The Patient Safety and Quality Improvement Act (PSQIA) created Patient Safety Organizations (PSOs). PSOs, as outlined by federal regulations finalized in 2009, are organizations to which doctors, hospitals and other health care organizations may voluntarily report medical errors, near misses and other patient safety concerns. A PSO will in turn analyze data submitted, and make recommendations on how to avoid medical errors.
Information submitted to a PSO will be protected from most legal discovery in future liability matters. PSQIA also provides civil monetary penalties of up to $10,000 per violation for a knowing or reckless disclosure of a patient safety work product.
However, to the extent that protected health information (PHI), as defined by the Health Insurance Portability and Accountability Act (HIPAA), is disclosed to a PSO, the PHI remains subject to HIPAA. Moreover, PSOs and the entity providing information to the PSO must enter into a HIPAA Business Associate Agreement.
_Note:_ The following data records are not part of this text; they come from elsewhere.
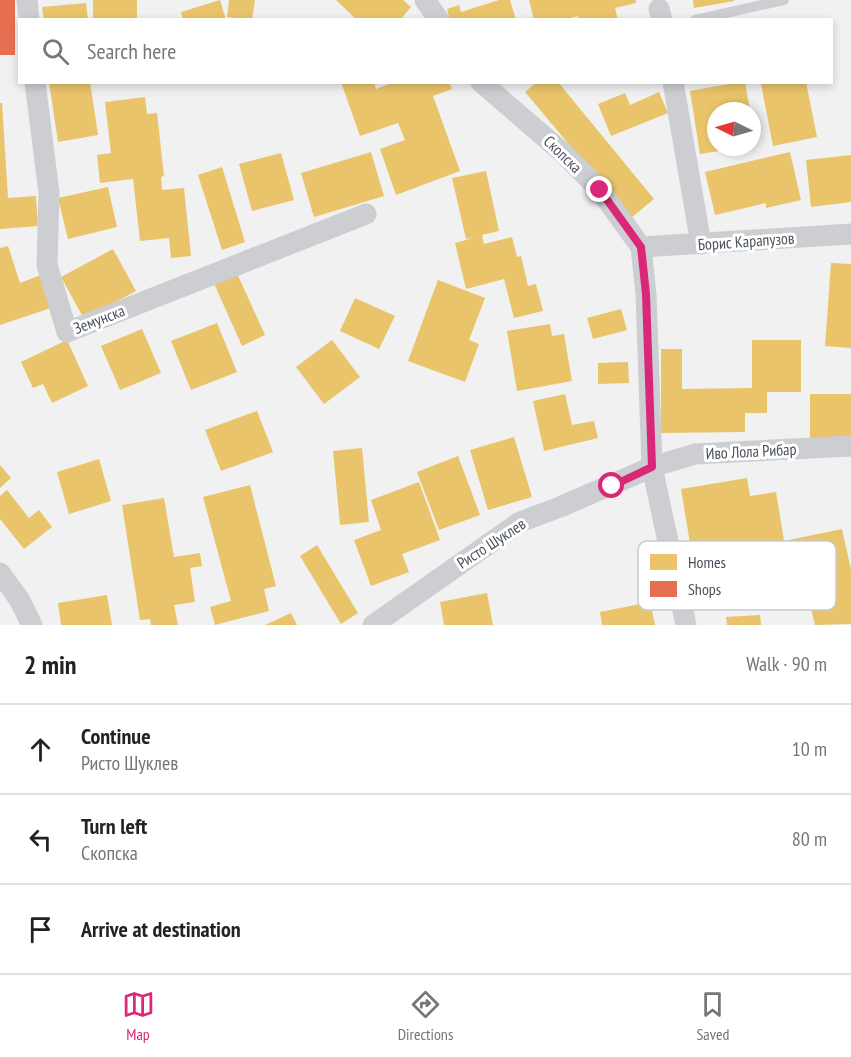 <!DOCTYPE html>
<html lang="en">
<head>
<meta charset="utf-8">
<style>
  body { margin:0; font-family:"PT Sans Narrow",sans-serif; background:#f2f2f2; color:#222 }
  .compass { position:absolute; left:707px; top:102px; width:54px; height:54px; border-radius:50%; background:#fff; box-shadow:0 3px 9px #0003; rotate:275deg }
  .stop { position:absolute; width:18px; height:18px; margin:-14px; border:4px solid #db2777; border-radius:50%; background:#fff }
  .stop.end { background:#db2777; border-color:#fff; box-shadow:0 2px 6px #0008 }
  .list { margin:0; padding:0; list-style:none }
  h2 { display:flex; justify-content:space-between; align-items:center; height:78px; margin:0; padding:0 24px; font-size:26px }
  h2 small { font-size:20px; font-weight:400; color:#767676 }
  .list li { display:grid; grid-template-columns:39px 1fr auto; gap:18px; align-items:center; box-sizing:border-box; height:90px; padding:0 24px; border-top:2px solid #e0e0e0 }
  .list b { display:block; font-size:22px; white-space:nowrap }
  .list p { margin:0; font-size:20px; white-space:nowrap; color:#767676 }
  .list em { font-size:20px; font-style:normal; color:#767676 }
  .icon { flex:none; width:33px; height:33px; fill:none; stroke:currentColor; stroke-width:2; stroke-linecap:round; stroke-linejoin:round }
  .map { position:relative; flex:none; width:851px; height:625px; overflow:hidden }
  .search { position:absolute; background:#fff; box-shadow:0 3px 9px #0003; left:18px; right:18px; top:18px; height:66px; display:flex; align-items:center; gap:15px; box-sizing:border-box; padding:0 21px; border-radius:0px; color:#767676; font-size:22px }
  .sheet { height:348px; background:#fff }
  nav { display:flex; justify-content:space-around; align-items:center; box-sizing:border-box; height:84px; border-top:2px solid #e0e0e0; background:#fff; font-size:16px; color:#767676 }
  nav a { display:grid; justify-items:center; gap:3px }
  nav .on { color:#db2777 }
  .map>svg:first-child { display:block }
</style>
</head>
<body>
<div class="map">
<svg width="851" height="625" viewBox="0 0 851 625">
  <rect width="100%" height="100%" fill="#f1f1f1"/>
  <!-- homes -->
  <g fill="#e9c46a">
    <rect x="93" y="0" width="44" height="20"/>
    <path d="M220 0 226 20H183L181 12Z"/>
    <path d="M229 0H255L252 20 227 17Z"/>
    <path d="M336 0H403L411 7 400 20H357Z"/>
    <path d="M499 0H510L516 20H450L447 9 459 5 461 12Z"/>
    <path d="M529 0H636V3L615 8 618 20H579L578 16 563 20H534Z"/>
    <path d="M693 0H734V1L694 8Z"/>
    <path d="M86 3 88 20H44L42 7Z"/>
    <path d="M49 82H90L98 135 58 142Z"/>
    <path d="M341 82H374L376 89 395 82H449L452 89 433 96 460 171 396 195 380 149 405 140 398 123 360 136Z"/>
    <path d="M537 82H558L654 199 631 218 525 92Z"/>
    <path d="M740 82H745L750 111H716V147L738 148 700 154 690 91Z"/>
    <path d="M770 82H806L817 137 773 146 761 84Z"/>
    <path d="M659 92 668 113 611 136 598 104 625 93 630 105Z"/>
    <path d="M145 97 147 114 157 113 164 176 161 177 162 190 184 188 191 256 171 258 169 238 140 241 133 179 100 183 97 155 111 153 105 102Z"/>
    <path d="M0 103H2L8 198 36 196 38 226 0 229Z"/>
    <path d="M371 152 384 196 314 217 301 173Z"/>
    <path d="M790 152 801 200 766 208V203L715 215 705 172Z"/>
    <path d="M281 153 294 200 252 211 239 164Z"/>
    <path d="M851 155V202L811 207 806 160Z"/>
    <path d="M222 167 245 242 222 250 198 175Z"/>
    <path d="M486 171 499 231 482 235 484 244 512 237 517 257 521 256 528 286 536 284 543 311 514 318 504 279 466 289 455 243 476 237 466 239 452 178Z"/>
    <path d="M108 187 117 227 68 239 58 198Z"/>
    <path d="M8 246 20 283 41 275 51 308 0 325V248Z"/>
    <path d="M113 249 136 291 84 319 61 277Z"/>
    <path d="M831 263 851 264V348L825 346Z"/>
    <path d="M235 269 265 335 242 346 212 279Z"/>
    <path d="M438 280 485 298 469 340 479 344 465 382 408 361Z"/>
    <path d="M355 298 395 316 379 349 340 331Z"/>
    <path d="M621 309 627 330 593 339 587 318Z"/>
    <path d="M217 323 237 372 191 390 171 341Z"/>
    <path d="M550 324 552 336 564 334 572 381 517 391 507 331Z"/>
    <path d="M142 329 161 373 120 390 101 346Z"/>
    <path d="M67 340 88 386 52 403 43 384 33 388 21 362Z"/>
    <path d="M332 340 360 377 324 404 296 367Z"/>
    <path d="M752 340H801V392H767V413H745V432L661 433V349H682V389L752 388Z"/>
    <path d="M628 362 629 383 598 384V363Z"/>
    <path d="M565 394 572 425 594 421 598 438 544 451 533 401Z"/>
    <path d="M810 394H851V441L810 442Z"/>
    <path d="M257 411 273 452 221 471 205 430Z"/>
    <path d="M514 437 532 497 488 510 470 450Z"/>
    <path d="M362 448 369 522 340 525 333 451Z"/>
    <path d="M458 456 480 515 439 530 417 472Z"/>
    <path d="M99 459 111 501 69 514 57 472Z"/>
    <path d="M0 465 11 478 0 488Z"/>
    <path d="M747 478 750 496 776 492 784 541 754 547 762 592 700 603 681 489Z"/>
    <path d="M419 482 440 540 402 554 409 572 371 586 354 540 381 530 371 500Z"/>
    <path d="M250 485 276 586 264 589 269 611 215 625 210 607 231 601 203 497Z"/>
    <path d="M7 490 29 518 39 510 52 527 24 549 0 519V496Z"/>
    <path d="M164 498 174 557 200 553 202 566 190 568 195 602 174 605 178 625H151L150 619 140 620 122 505Z"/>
    <path d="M842 529 851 570V624L815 625 809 600 784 605 776 572 796 568 789 540Z"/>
    <path d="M317 545 358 613 341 624 300 556Z"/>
    <path d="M487 593 493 625H444L440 602Z"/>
    <path d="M107 595 112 625H61L58 603Z"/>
    <path d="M650 602 655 625H602L600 612Z"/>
    <path d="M291 613 297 625H265Z"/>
    <path d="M760 615 761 625H727L726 617Z"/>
  </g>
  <!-- shops -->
  <rect fill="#e76f51" x="0" y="0" width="15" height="55"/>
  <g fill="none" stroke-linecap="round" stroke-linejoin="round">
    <!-- lane -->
    <path stroke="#ccced1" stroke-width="10" d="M695 20 784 0"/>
    <!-- street -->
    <g stroke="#ccced1" stroke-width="21">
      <path d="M27 0 29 20"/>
      <path d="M425 0 439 20"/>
      <path d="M659 9 662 20"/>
      <path d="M35 82 49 193 47 265 67 332 366 214"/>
      <path d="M481 82 562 152 600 190 641 247 646 294 652 467 686 625"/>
      <path d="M673 82 701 244"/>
      <path d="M641 247 851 234"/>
      <path d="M0 573 19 599 32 625"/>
      <path d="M373 625 520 522 560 507 652 467 695 454 851 446"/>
    </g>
  </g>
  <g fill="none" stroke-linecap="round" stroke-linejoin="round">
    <!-- route -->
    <path stroke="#db2777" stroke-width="8" d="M600 190 641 247 646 294 652 467 612 486"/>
  </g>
  <g text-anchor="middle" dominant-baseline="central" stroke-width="6" stroke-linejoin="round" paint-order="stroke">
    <!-- street labels -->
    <g font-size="16" fill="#49515b" stroke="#fff">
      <text transform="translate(563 154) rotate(44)">Скопска</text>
      <text transform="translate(746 241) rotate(-4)">Борис Карапузов</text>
      <text transform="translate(99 319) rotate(-21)">Земунска</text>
      <text transform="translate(751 451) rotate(-3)">Иво Лола Рибар</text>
      <text transform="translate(491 543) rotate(-33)">Ристо Шуклев</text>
    </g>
  </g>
  <!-- legend -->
  <rect x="638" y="541" width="198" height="69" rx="9" fill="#fff" stroke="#c8cbce" stroke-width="1.5"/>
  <rect x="650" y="554" width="27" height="16" fill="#e9c46a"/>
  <rect x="650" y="581" width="27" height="16" fill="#e76f51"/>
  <g font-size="16" fill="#49515b">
    <text x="688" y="568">Homes</text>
    <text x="688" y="595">Shops</text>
  </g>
</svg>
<svg class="compass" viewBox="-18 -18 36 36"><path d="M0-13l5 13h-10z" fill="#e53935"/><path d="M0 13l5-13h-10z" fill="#767676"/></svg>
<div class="stop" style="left:612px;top:486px"></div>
<div class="stop end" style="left:600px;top:190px"></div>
<div class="search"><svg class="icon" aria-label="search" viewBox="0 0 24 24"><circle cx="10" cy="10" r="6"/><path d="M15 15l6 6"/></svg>Search here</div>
</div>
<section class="sheet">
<h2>2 min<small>Walk · 90 m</small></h2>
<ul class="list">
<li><svg class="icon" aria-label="ahead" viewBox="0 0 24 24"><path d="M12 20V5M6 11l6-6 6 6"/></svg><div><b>Continue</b><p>Ристо Шуклев</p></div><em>10 m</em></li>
<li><svg class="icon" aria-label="left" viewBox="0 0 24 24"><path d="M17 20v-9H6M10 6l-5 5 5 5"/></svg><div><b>Turn left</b><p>Скопска</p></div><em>80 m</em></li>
<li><svg class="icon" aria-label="arrive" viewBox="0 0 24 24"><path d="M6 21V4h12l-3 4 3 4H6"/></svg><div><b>Arrive at destination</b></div></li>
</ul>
</section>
<nav>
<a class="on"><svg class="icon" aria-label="map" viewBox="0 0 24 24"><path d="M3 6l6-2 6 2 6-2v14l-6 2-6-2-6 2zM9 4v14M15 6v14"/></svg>Map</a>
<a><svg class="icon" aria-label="directions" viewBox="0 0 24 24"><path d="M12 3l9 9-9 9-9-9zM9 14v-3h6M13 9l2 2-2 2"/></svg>Directions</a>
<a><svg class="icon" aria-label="saved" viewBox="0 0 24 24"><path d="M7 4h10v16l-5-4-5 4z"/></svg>Saved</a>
</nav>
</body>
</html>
Organizations eligible to become a PSO include private and public entities, and profit and nonprofit entities. A PSO can be a component of a hospital system, such as a medical staff, or an outside entity, such as a software company. Health insurers are excluded from becoming a PSO.
There are numerous requirements for a PSO to become certified as such by HHS' Agency for Healthcare Research and Quality. Maryland currently has three certified PSOs, including the Maryland Patient Safety Center.